Petrolisthes elongatus, known as the New Zealand half crab, elongated porcelain crab, blue half crab, blue false crab or simply as the half crab or false crab, is a species of porcelain crab native to New Zealand.

==Description==
The carapace is flattened with smooth side and rear margins, width is up to 18 mm, and long whip-like antennae grow from the front corners, with the short rostrum extending beyond the large prominent eyes. The animal either filter feeds with long setae borne from the maxilliped palps, or scavenges by chopping up flesh with the second maxilliped and further shredding with the mandibles. The large chelipeds are generally smooth with no teeth or serrations, mainly used for territorial defense among males, who usually have one enlarged. Chelipeds and legs bear randomly located spines which can break off with wear, and these areas are dorsally coloured the same as the carapace, in black, blue, greenish or greyish, the ventral areas lighter. The last pair of legs are setose, reduced in size and carried folded under a large abdominal flap, which also allows the animal to swim backwards. Telson and uropods also setose.

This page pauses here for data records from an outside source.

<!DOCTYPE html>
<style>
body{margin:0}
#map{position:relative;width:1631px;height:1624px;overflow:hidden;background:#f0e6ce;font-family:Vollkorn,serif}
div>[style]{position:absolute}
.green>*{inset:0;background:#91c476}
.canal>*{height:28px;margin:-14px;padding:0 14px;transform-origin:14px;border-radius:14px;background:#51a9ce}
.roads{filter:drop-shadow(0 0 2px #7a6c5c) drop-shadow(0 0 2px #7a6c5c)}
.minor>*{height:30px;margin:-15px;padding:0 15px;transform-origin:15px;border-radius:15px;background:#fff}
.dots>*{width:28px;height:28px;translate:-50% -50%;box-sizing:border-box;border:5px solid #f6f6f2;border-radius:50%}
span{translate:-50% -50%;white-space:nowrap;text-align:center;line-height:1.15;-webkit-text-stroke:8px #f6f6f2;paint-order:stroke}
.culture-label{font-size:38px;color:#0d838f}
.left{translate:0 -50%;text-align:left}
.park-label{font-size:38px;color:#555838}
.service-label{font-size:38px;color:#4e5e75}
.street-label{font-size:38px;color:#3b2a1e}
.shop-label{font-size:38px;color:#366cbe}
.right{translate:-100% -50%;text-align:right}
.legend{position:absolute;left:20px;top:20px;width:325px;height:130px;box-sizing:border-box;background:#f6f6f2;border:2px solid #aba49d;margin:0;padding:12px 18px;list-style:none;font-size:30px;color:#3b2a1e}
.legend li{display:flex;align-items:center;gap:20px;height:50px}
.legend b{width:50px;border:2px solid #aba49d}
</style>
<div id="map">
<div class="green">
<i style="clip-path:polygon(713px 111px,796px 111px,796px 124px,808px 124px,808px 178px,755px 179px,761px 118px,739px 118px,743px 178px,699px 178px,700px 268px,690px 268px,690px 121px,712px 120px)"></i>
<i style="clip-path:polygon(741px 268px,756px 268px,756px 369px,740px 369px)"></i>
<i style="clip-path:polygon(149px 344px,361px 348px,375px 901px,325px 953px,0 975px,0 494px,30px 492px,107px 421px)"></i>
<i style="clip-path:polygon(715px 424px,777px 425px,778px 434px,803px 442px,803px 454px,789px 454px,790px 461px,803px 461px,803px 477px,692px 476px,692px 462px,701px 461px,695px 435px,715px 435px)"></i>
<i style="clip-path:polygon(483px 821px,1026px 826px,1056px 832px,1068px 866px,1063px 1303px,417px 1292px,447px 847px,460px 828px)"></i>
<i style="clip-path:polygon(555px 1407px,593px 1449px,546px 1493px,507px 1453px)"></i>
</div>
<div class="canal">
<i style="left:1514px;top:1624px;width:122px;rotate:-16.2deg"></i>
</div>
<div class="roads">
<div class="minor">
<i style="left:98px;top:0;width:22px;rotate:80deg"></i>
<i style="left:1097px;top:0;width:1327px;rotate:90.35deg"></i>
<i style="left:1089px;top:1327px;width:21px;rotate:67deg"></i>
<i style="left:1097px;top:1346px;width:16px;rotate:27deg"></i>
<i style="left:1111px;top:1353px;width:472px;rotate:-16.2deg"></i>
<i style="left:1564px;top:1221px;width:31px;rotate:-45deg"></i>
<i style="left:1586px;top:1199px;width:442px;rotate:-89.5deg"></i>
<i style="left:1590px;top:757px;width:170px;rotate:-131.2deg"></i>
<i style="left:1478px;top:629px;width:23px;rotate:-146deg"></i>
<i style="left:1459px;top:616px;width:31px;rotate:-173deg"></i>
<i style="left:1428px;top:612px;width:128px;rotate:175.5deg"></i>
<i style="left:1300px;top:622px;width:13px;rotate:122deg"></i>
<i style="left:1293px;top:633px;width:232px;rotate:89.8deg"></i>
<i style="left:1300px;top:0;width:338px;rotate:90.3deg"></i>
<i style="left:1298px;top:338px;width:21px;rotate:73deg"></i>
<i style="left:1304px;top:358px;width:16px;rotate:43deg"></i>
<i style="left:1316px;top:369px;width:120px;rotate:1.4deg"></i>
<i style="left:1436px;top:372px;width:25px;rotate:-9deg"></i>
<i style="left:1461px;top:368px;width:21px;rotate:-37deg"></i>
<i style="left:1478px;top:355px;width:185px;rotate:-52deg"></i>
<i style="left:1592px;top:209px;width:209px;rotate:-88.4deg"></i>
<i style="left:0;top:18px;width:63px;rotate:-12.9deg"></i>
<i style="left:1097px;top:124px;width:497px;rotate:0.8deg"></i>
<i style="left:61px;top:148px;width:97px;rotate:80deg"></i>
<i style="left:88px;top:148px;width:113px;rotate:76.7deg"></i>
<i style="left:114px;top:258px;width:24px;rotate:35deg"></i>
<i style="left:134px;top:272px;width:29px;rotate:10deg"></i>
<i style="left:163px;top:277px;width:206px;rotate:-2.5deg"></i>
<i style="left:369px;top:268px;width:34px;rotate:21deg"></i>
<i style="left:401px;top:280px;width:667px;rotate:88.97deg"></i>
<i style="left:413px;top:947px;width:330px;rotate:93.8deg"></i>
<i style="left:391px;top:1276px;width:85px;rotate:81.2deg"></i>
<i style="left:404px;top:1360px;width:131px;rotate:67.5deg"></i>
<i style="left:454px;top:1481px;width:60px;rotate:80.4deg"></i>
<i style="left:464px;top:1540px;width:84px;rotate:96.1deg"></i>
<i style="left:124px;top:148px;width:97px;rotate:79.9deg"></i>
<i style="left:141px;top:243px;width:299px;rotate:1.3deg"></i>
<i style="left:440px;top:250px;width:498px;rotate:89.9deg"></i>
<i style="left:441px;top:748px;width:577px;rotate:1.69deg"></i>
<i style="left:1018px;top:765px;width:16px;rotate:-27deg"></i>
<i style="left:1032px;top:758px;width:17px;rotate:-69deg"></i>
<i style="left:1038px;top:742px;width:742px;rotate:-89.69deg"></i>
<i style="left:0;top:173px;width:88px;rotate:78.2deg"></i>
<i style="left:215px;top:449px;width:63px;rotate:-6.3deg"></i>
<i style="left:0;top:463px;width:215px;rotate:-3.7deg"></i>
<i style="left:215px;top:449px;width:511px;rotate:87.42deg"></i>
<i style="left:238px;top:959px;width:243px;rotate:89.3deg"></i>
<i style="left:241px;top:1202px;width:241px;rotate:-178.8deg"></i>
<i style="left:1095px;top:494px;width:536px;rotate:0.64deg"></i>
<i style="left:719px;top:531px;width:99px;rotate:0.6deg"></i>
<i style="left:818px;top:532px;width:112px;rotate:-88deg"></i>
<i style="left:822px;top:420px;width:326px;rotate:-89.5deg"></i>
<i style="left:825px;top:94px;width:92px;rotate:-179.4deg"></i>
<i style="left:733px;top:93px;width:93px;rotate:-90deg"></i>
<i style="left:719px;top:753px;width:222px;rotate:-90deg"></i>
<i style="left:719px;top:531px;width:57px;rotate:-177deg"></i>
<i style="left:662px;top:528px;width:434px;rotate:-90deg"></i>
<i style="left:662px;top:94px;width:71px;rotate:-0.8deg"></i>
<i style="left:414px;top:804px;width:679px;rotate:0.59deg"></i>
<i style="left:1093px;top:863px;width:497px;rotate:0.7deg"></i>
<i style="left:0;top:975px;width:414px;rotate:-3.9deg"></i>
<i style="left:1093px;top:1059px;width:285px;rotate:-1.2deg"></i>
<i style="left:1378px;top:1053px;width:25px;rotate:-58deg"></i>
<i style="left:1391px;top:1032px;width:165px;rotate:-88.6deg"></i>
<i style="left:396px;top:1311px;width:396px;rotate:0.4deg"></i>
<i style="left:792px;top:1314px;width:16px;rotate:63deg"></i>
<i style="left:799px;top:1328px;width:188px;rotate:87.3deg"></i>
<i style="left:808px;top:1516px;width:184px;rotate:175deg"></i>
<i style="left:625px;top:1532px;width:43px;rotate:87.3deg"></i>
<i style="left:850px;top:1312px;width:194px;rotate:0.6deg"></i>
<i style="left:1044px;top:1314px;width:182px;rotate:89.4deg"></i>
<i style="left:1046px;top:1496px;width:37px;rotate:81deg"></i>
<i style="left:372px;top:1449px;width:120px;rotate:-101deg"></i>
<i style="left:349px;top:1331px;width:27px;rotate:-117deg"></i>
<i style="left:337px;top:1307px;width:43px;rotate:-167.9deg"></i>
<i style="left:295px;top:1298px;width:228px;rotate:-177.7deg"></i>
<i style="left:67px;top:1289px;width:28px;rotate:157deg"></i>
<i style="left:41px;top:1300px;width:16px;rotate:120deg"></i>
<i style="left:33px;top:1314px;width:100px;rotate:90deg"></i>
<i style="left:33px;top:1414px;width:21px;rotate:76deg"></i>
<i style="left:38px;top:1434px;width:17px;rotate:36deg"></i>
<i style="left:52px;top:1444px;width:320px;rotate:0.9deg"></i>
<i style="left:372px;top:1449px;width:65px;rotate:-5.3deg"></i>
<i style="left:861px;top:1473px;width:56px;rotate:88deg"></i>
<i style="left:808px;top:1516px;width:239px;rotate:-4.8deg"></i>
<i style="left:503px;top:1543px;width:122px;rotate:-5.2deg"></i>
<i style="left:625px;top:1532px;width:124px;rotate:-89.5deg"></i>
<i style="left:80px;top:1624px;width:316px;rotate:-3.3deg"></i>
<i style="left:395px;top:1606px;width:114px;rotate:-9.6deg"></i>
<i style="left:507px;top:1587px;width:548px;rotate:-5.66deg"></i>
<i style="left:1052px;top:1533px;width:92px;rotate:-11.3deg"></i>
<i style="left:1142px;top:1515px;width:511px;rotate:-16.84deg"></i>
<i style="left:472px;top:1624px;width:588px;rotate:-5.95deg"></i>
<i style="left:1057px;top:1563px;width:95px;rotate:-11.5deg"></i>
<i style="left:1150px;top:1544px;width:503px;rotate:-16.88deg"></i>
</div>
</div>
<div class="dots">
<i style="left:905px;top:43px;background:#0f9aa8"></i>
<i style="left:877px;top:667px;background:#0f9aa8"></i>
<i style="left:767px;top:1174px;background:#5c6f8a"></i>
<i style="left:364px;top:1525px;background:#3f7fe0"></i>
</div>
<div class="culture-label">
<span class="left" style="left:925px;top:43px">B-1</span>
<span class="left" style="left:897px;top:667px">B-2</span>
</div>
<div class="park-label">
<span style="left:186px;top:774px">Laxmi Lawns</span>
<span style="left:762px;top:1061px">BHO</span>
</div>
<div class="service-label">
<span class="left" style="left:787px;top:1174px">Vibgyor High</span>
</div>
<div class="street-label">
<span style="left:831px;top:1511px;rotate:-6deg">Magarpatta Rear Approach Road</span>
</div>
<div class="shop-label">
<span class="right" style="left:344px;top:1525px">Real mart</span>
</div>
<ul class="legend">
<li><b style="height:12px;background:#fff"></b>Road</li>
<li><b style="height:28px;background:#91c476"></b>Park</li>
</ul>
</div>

Studies in New Zealand from the 1960s and 1970s showed a difference in breeding biology from north to south, with ovigerous females found all year round in Auckland, and only in the summer months around Kaikōura. Females are assumed to brood two or three times during their lifespan, producing 500 – 1000 eggs.

==Distribution & Habitat==
P. elongatus is native to all areas of New Zealand but has also been introduced to Tasmania and Victoria, Australia. In New Zealand it inhabits mussel beds, wharf pilings, estuaries, and the intertidal zone on rocky shores, where it is abundant beneath boulders and stones.